(Stored data entries)
++++

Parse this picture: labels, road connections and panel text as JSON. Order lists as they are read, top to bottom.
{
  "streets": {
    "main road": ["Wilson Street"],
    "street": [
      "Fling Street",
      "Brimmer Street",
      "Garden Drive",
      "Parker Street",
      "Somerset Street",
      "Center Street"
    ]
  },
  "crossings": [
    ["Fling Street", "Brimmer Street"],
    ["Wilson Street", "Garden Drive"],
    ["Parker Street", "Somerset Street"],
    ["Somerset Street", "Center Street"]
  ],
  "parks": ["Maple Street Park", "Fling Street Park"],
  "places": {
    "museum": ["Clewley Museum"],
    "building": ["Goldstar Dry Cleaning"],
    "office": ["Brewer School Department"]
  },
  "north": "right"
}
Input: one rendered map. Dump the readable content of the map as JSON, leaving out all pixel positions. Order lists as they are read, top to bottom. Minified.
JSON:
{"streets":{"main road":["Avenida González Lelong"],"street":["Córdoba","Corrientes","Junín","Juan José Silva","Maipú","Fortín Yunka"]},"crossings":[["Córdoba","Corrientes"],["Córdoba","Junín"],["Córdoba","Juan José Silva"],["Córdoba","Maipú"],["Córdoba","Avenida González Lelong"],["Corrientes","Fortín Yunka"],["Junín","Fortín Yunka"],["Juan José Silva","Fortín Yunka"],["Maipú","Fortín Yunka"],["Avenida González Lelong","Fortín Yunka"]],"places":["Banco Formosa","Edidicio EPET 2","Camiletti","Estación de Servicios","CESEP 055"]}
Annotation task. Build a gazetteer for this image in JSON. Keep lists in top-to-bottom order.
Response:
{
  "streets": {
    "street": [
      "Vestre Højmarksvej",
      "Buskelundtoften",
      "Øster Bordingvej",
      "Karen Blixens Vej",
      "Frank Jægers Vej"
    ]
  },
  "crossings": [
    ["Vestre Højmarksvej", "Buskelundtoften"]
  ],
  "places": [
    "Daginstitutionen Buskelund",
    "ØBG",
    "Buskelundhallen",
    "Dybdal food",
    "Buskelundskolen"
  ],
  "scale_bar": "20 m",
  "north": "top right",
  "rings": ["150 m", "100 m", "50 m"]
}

++++

§ Exercise brief:
Repeat the data in full. Nothing may be dropped or altered.

§ Task solution:
Parse this picture: labels, road connections and panel text as JSON. Order lists as they are read, top to bottom.
{
  "streets": {
    "main road": ["Wilson Street"],
    "street": [
      "Fling Street",
      "Brimmer Street",
      "Garden Drive",
      "Parker Street",
      "Somerset Street",
      "Center Street"
    ]
  },
  "crossings": [
    ["Fling Street", "Brimmer Street"],
    ["Wilson Street", "Garden Drive"],
    ["Parker Street", "Somerset Street"],
    ["Somerset Street", "Center Street"]
  ],
  "parks": ["Maple Street Park", "Fling Street Park"],
  "places": {
    "museum": ["Clewley Museum"],
    "building": ["Goldstar Dry Cleaning"],
    "office": ["Brewer School Department"]
  },
  "north": "right"
}
Input: one rendered map. Dump the readable content of the map as JSON, leaving out all pixel positions. Order lists as they are read, top to bottom. Minified.
JSON:
{"streets":{"main road":["Avenida González Lelong"],"street":["Córdoba","Corrientes","Junín","Juan José Silva","Maipú","Fortín Yunka"]},"crossings":[["Córdoba","Corrientes"],["Córdoba","Junín"],["Córdoba","Juan José Silva"],["Córdoba","Maipú"],["Córdoba","Avenida González Lelong"],["Corrientes","Fortín Yunka"],["Junín","Fortín Yunka"],["Juan José Silva","Fortín Yunka"],["Maipú","Fortín Yunka"],["Avenida González Lelong","Fortín Yunka"]],"places":["Banco Formosa","Edidicio EPET 2","Camiletti","Estación de Servicios","CESEP 055"]}
Annotation task. Build a gazetteer for this image in JSON. Keep lists in top-to-bottom order.
Response:
{
  "streets": {
    "street": [
      "Vestre Højmarksvej",
      "Buskelundtoften",
      "Øster Bordingvej",
      "Karen Blixens Vej",
      "Frank Jægers Vej"
    ]
  },
  "crossings": [
    ["Vestre Højmarksvej", "Buskelundtoften"]
  ],
  "places": [
    "Daginstitutionen Buskelund",
    "ØBG",
    "Buskelundhallen",
    "Dybdal food",
    "Buskelundskolen"
  ],
  "scale_bar": "20 m",
  "north": "top right",
  "rings": ["150 m", "100 m", "50 m"]
}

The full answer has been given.